揚著親切的笑,一如往年,把這個活動的意義說了一遍,話裡話外都在彰顯福利院對他們怎麼怎麼好,讓他們多為福利院宣傳一下,平時有什麼投票活動,也彆忘了為福利院投票。
演講到一半時,一個福利院的工作人員突然上台在院長耳邊低聲說著什麼。
隻見院長聽完工作人員說完話後,望了眼禮堂門口,然後朝他們道:“孩子們,有點急事,你們稍等我兩分鐘哈。”

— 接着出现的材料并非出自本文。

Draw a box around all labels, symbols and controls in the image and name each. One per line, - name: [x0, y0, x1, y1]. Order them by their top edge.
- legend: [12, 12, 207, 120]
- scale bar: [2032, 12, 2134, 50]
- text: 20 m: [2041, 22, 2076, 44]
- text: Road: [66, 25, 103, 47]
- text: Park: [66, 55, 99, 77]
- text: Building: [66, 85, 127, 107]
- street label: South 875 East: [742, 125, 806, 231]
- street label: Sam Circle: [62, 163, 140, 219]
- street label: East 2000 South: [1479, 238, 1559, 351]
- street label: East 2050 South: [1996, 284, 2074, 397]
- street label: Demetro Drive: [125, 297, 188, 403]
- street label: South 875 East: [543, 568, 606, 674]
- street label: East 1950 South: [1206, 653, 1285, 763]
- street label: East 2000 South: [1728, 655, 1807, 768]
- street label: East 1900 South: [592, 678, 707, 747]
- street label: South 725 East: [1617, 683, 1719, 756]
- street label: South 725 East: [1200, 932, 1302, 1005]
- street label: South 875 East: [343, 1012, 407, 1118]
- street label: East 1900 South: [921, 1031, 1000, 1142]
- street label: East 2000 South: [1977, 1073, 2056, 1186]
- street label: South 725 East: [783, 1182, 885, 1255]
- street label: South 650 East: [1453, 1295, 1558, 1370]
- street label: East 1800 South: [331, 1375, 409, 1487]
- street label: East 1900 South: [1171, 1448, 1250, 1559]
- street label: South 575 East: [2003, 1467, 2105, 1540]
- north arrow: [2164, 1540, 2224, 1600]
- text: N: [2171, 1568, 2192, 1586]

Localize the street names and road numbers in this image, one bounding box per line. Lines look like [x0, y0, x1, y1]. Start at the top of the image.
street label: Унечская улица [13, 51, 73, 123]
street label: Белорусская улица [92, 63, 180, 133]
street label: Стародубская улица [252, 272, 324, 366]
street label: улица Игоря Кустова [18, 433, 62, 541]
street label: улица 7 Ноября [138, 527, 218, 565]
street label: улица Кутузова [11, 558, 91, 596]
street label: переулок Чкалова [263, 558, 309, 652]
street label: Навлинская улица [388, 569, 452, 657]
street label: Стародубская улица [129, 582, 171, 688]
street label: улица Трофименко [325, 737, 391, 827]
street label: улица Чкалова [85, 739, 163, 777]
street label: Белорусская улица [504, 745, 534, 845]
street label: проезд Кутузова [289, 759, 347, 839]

肖樹漫不經心掃了一眼窗外,在看見門外等著的人後愣了一下。
然後又看向院長,隻見院長極其熱情地朝那人迎了上去。
想了想,肖樹也起身從一側的小門走了出去。
出來時他隻來得及看見走廊儘頭那個人的背影,很厚實的背,很熟悉。
狗子也跟了出來,左右看了一圈,問:“怎麼了?”
“沒事。”肖樹搖頭。
後來院長再回來,那個人已經離開了。
活動一結束,肖樹徑直往外走,狗子在一旁絮絮叨叨說著一些他剛剛聽來的八卦。
就在他們快要走出福利院時,李穎追了上來,拉住了肖樹。
狗子見狀,呆滯地眨了眨眼,看了眼肖樹,“……我到車上等你?”
“不用,一起。”肖樹說著,掙開李穎拉住他衣角的手。
李穎咬了咬唇,追了上去,“對不起,真的真的特彆對不起你,我也知道我小時候欺……”
後麵幾個字像是難以啟齒一樣,李穎怎麼也說不出來,想了想又換了個詞,“我就是小時候太不懂事了,真的,我現在長大了,我真的真的為我小時候所做的一切感到特彆愧疚,真的真的很對不起你,原諒我好不好?”
肖樹在車前停下腳步,微微蹙著眉看她一眼,厭惡之情顯而易見,“煩不煩?”
拉開車門,準備彎腰上車時,他又停了下來,回頭看她,寒聲道:“你從來都沒有為你所做的一切感到愧疚,你隻是恰好看上了我這張臉而已,如果不是這張臉,你會道歉?”
這是肖樹第一次跟她說這麼多話,但不是因為喜歡。
“彆再煩我。”他冷聲道,語氣惡狠狠的。
那雙讓她著迷的眼睛正嫌惡地看著她。
李穎愣在原地,看著車遠去。
車內,肖樹鼻腔猛地出氣,眯了眯眼,從兜裡掏出煙點上,吸了兩口,又緩緩吐出,等紅綠燈的時候把手伸出窗口,撣了撣煙灰,“下次彆把我微信推給彆人。”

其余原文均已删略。